> **Data section**
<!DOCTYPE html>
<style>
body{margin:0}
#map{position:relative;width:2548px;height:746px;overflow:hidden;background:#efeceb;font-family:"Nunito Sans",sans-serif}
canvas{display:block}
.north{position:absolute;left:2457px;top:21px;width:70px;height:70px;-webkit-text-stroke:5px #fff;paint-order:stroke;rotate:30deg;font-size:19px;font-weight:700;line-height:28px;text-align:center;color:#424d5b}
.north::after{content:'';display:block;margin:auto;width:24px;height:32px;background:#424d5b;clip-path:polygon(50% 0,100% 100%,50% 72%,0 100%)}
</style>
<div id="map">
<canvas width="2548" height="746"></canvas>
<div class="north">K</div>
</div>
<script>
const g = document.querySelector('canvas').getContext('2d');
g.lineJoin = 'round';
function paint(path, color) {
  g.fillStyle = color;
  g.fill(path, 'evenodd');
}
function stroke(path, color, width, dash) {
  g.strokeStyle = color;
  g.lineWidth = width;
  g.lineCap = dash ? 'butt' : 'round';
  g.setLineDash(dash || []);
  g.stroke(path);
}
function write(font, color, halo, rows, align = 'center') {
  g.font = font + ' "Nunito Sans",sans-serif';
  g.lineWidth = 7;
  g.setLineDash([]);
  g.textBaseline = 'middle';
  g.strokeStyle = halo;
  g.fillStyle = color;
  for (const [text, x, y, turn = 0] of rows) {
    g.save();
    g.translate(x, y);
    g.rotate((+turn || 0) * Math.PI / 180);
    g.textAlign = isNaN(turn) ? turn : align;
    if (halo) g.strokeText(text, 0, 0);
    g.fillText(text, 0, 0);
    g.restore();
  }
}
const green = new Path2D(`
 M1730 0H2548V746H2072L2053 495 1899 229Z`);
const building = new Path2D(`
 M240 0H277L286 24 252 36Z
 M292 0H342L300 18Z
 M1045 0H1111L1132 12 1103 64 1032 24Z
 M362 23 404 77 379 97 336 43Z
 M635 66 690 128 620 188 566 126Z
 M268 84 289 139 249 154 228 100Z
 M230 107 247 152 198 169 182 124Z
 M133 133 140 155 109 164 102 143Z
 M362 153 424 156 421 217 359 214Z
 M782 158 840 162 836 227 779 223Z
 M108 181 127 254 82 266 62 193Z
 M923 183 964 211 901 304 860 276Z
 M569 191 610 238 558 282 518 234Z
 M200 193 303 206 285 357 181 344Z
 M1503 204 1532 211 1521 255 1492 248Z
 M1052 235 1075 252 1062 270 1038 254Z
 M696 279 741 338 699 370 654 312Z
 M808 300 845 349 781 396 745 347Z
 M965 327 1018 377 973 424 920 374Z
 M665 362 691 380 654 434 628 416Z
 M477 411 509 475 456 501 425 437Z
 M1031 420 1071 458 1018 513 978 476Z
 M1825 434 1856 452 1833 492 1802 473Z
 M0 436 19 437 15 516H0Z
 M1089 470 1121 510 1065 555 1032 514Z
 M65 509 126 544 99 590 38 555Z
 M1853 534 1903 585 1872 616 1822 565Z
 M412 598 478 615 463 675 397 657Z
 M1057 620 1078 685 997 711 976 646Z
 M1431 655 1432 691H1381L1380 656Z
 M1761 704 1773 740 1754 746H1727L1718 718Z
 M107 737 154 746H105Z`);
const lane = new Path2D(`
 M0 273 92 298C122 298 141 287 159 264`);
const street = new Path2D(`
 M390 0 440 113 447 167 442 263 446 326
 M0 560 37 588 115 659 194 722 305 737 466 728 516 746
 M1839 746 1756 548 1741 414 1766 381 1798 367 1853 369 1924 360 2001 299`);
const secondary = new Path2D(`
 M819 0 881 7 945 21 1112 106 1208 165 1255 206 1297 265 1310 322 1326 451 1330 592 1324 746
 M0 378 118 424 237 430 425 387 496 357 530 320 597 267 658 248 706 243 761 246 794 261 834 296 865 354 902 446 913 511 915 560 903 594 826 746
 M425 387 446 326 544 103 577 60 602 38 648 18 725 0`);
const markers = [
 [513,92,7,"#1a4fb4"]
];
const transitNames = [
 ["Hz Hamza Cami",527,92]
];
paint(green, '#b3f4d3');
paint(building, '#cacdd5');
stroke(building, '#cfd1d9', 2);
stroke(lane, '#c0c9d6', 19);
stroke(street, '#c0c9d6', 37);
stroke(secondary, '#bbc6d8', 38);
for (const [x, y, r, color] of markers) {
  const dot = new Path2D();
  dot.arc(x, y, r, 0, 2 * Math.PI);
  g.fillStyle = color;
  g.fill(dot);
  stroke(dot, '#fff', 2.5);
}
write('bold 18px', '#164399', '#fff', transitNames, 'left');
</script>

> **Your assignment**
Each line in which the string "canvas" is found must be copied from the data.

> **Expected answer**
canvas{display:block}
<canvas width="2548" height="746"></canvas>
const g = document.querySelector('canvas').getContext('2d');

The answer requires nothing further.